▶ Recorded data

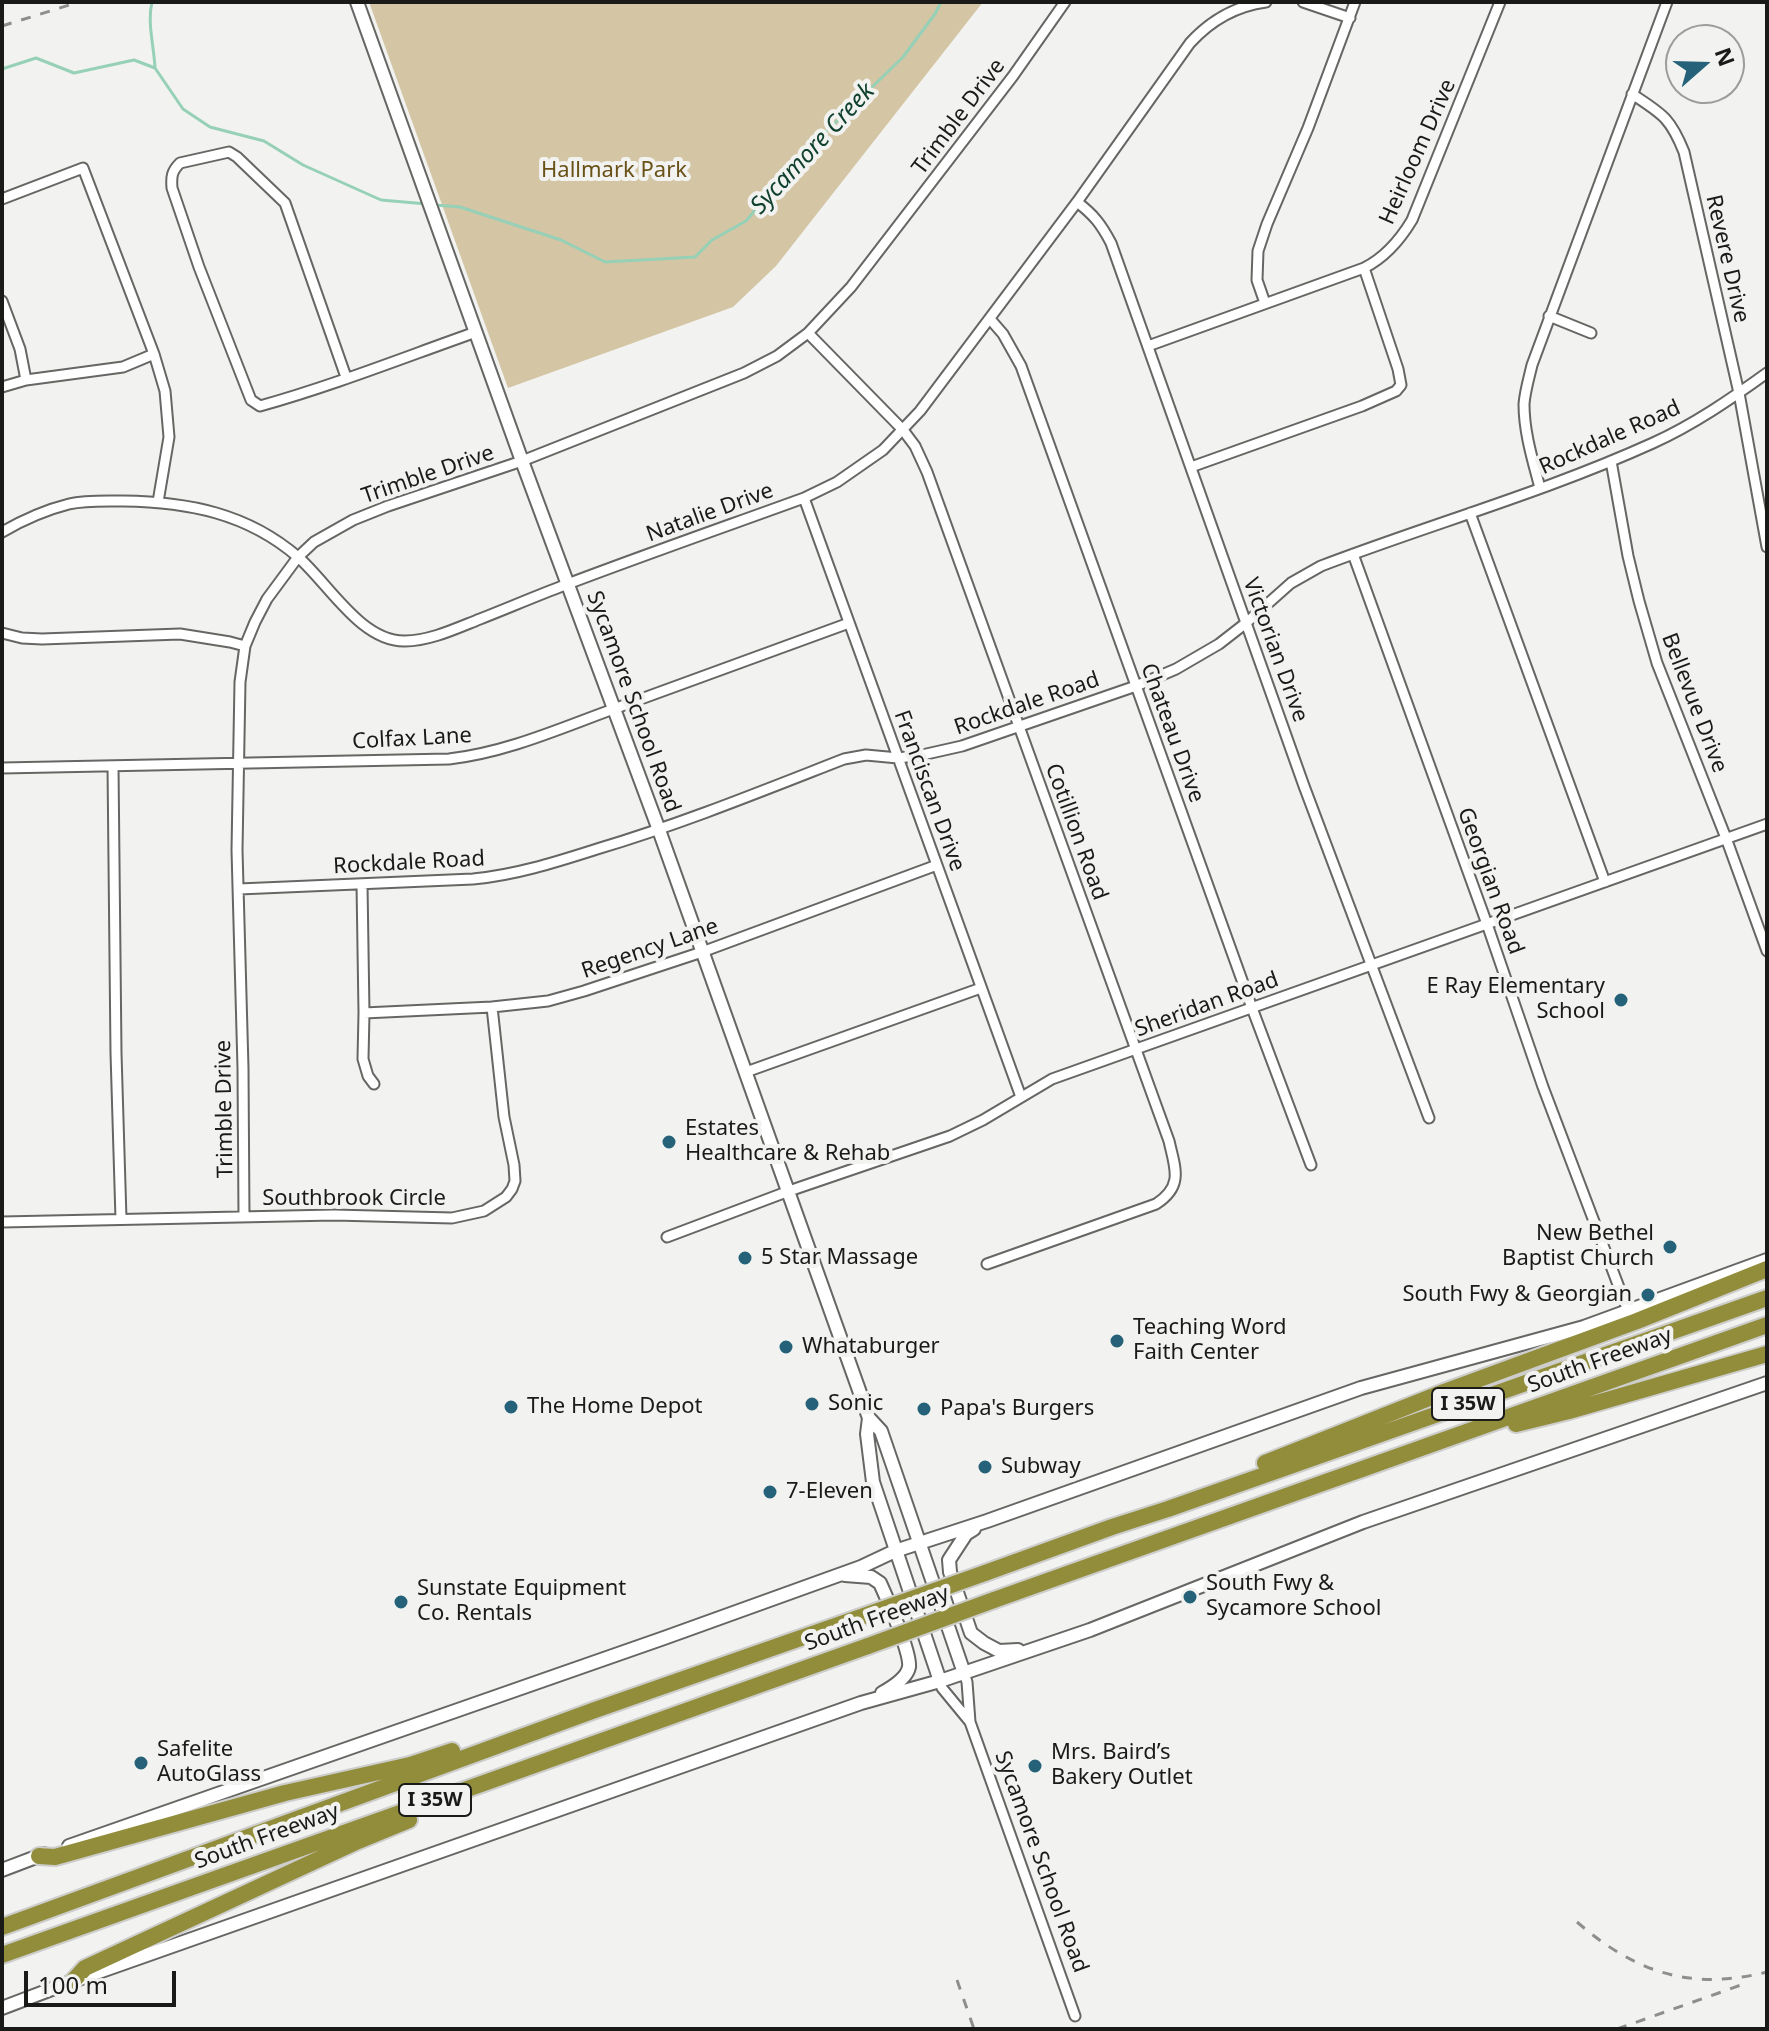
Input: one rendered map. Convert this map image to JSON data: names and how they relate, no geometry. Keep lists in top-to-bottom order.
{
  "streets": {
    "highway": ["South Freeway", "I 35W"],
    "main road": ["Sycamore School Road"],
    "street": [
      "Trimble Drive",
      "Heirloom Drive",
      "Revere Drive",
      "Rockdale Road",
      "Natalie Drive",
      "Victorian Drive",
      "Bellevue Drive",
      "Chateau Drive",
      "Colfax Lane",
      "Franciscan Drive",
      "Cotillion Road",
      "Georgian Road",
      "Regency Lane",
      "Sheridan Road",
      "Southbrook Circle"
    ]
  },
  "crossings": [
    ["Trimble Drive", "Rockdale Road"],
    ["Trimble Drive", "Natalie Drive"],
    ["Trimble Drive", "Sycamore School Road"],
    ["Trimble Drive", "Colfax Lane"],
    ["Trimble Drive", "Cotillion Road"],
    ["Trimble Drive", "Southbrook Circle"],
    ["Heirloom Drive", "Victorian Drive"],
    ["Revere Drive", "Rockdale Road"],
    ["Rockdale Road", "Victorian Drive"],
    ["Rockdale Road", "Sycamore School Road"],
    ["Rockdale Road", "Bellevue Drive"],
    ["Rockdale Road", "Chateau Drive"],
    ["Rockdale Road", "Franciscan Drive"],
    ["Rockdale Road", "Cotillion Road"],
    ["Rockdale Road", "Georgian Road"],
    ["Natalie Drive", "Victorian Drive"],
    ["Natalie Drive", "Sycamore School Road"],
    ["Natalie Drive", "Chateau Drive"],
    ["Natalie Drive", "Franciscan Drive"],
    ["Natalie Drive", "Cotillion Road"],
    ["Victorian Drive", "Sheridan Road"],
    ["Sycamore School Road", "Colfax Lane"],
    ["Sycamore School Road", "Regency Lane"],
    ["Sycamore School Road", "Sheridan Road"],
    ["Sycamore School Road", "South Freeway"],
    ["Bellevue Drive", "Sheridan Road"],
    ["Chateau Drive", "Sheridan Road"],
    ["Colfax Lane", "Franciscan Drive"],
    ["Franciscan Drive", "Regency Lane"],
    ["Franciscan Drive", "Sheridan Road"],
    ["Cotillion Road", "Sheridan Road"],
    ["Georgian Road", "Sheridan Road"],
    ["Georgian Road", "South Freeway"],
    ["Regency Lane", "Southbrook Circle"]
  ],
  "water": ["Sycamore Creek"],
  "parks": ["Hallmark Park"],
  "places": [
    "E Ray Elementary School",
    "Estates Healthcare & Rehab",
    "New Bethel Baptist Church",
    "5 Star Massage",
    "South Fwy & Georgian",
    "Teaching Word Faith Center",
    "Whataburger",
    "Sonic",
    "The Home Depot",
    "Papa's Burgers",
    "Subway",
    "7-Eleven",
    "South Fwy & Sycamore School",
    "Sunstate Equipment Co. Rentals",
    "Safelite AutoGlass",
    "Mrs. Baird’s Bakery Outlet"
  ],
  "scale_bar": "100 m",
  "north": "right"
}
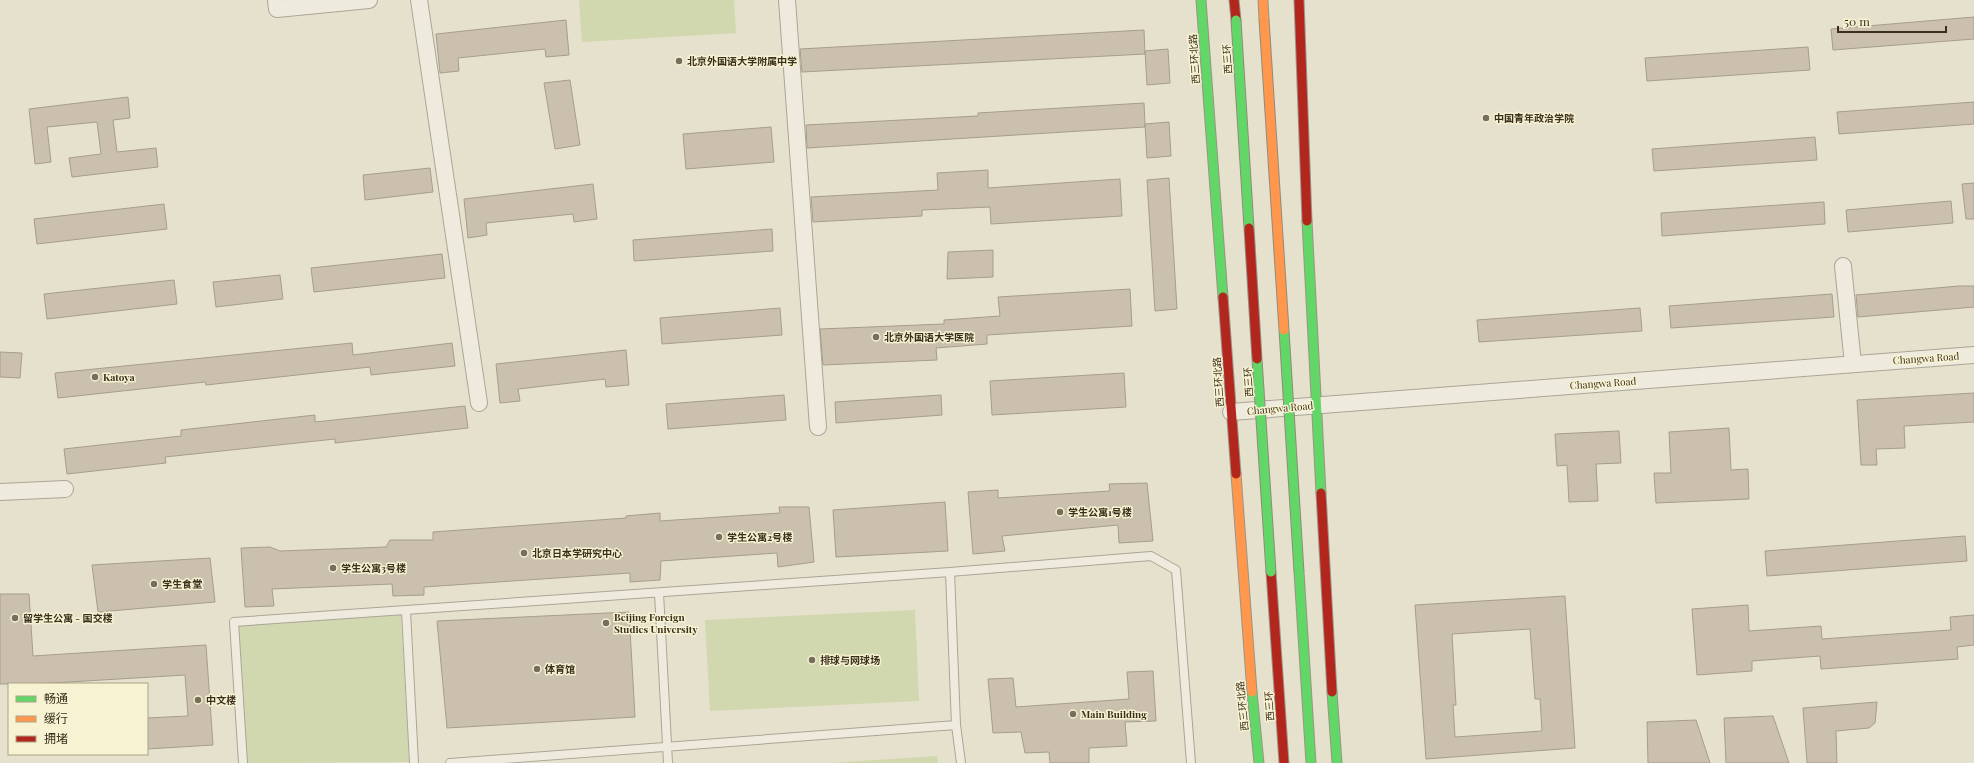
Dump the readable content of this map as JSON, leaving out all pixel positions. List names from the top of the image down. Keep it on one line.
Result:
{"streets":{"main road":["西三环北路","西三环"],"street":["Changwa Road"]},"crossings":[["西三环北路","Changwa Road"]],"places":["北京外国语大学附属中学","中国青年政治学院","北京外国语大学医院","Katoya","学生公寓1号楼","学生公寓2号楼","北京日本学研究中心","学生公寓3号楼","学生食堂","留学生公寓 - 国交楼","Beijing Foreign Studies University","排球与网球场","体育馆","中文楼","Main Building"],"legend":["畅通","缓行","拥堵"],"scale_bar":"50 m"}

▶ YOUR ASSIGNMENT
Would you return the data above exactly as written, minus the images?

▶ EXERCISE OUTPUT
Input: one rendered map. Convert this map image to JSON data: names and how they relate, no geometry. Keep lists in top-to-bottom order.
{
  "streets": {
    "highway": ["South Freeway", "I 35W"],
    "main road": ["Sycamore School Road"],
    "street": [
      "Trimble Drive",
      "Heirloom Drive",
      "Revere Drive",
      "Rockdale Road",
      "Natalie Drive",
      "Victorian Drive",
      "Bellevue Drive",
      "Chateau Drive",
      "Colfax Lane",
      "Franciscan Drive",
      "Cotillion Road",
      "Georgian Road",
      "Regency Lane",
      "Sheridan Road",
      "Southbrook Circle"
    ]
  },
  "crossings": [
    ["Trimble Drive", "Rockdale Road"],
    ["Trimble Drive", "Natalie Drive"],
    ["Trimble Drive", "Sycamore School Road"],
    ["Trimble Drive", "Colfax Lane"],
    ["Trimble Drive", "Cotillion Road"],
    ["Trimble Drive", "Southbrook Circle"],
    ["Heirloom Drive", "Victorian Drive"],
    ["Revere Drive", "Rockdale Road"],
    ["Rockdale Road", "Victorian Drive"],
    ["Rockdale Road", "Sycamore School Road"],
    ["Rockdale Road", "Bellevue Drive"],
    ["Rockdale Road", "Chateau Drive"],
    ["Rockdale Road", "Franciscan Drive"],
    ["Rockdale Road", "Cotillion Road"],
    ["Rockdale Road", "Georgian Road"],
    ["Natalie Drive", "Victorian Drive"],
    ["Natalie Drive", "Sycamore School Road"],
    ["Natalie Drive", "Chateau Drive"],
    ["Natalie Drive", "Franciscan Drive"],
    ["Natalie Drive", "Cotillion Road"],
    ["Victorian Drive", "Sheridan Road"],
    ["Sycamore School Road", "Colfax Lane"],
    ["Sycamore School Road", "Regency Lane"],
    ["Sycamore School Road", "Sheridan Road"],
    ["Sycamore School Road", "South Freeway"],
    ["Bellevue Drive", "Sheridan Road"],
    ["Chateau Drive", "Sheridan Road"],
    ["Colfax Lane", "Franciscan Drive"],
    ["Franciscan Drive", "Regency Lane"],
    ["Franciscan Drive", "Sheridan Road"],
    ["Cotillion Road", "Sheridan Road"],
    ["Georgian Road", "Sheridan Road"],
    ["Georgian Road", "South Freeway"],
    ["Regency Lane", "Southbrook Circle"]
  ],
  "water": ["Sycamore Creek"],
  "parks": ["Hallmark Park"],
  "places": [
    "E Ray Elementary School",
    "Estates Healthcare & Rehab",
    "New Bethel Baptist Church",
    "5 Star Massage",
    "South Fwy & Georgian",
    "Teaching Word Faith Center",
    "Whataburger",
    "Sonic",
    "The Home Depot",
    "Papa's Burgers",
    "Subway",
    "7-Eleven",
    "South Fwy & Sycamore School",
    "Sunstate Equipment Co. Rentals",
    "Safelite AutoGlass",
    "Mrs. Baird’s Bakery Outlet"
  ],
  "scale_bar": "100 m",
  "north": "right"
}
Dump the readable content of this map as JSON, leaving out all pixel positions. List names from the top of the image down. Keep it on one line.
Result:
{"streets":{"main road":["西三环北路","西三环"],"street":["Changwa Road"]},"crossings":[["西三环北路","Changwa Road"]],"places":["北京外国语大学附属中学","中国青年政治学院","北京外国语大学医院","Katoya","学生公寓1号楼","学生公寓2号楼","北京日本学研究中心","学生公寓3号楼","学生食堂","留学生公寓 - 国交楼","Beijing Foreign Studies University","排球与网球场","体育馆","中文楼","Main Building"],"legend":["畅通","缓行","拥堵"],"scale_bar":"50 m"}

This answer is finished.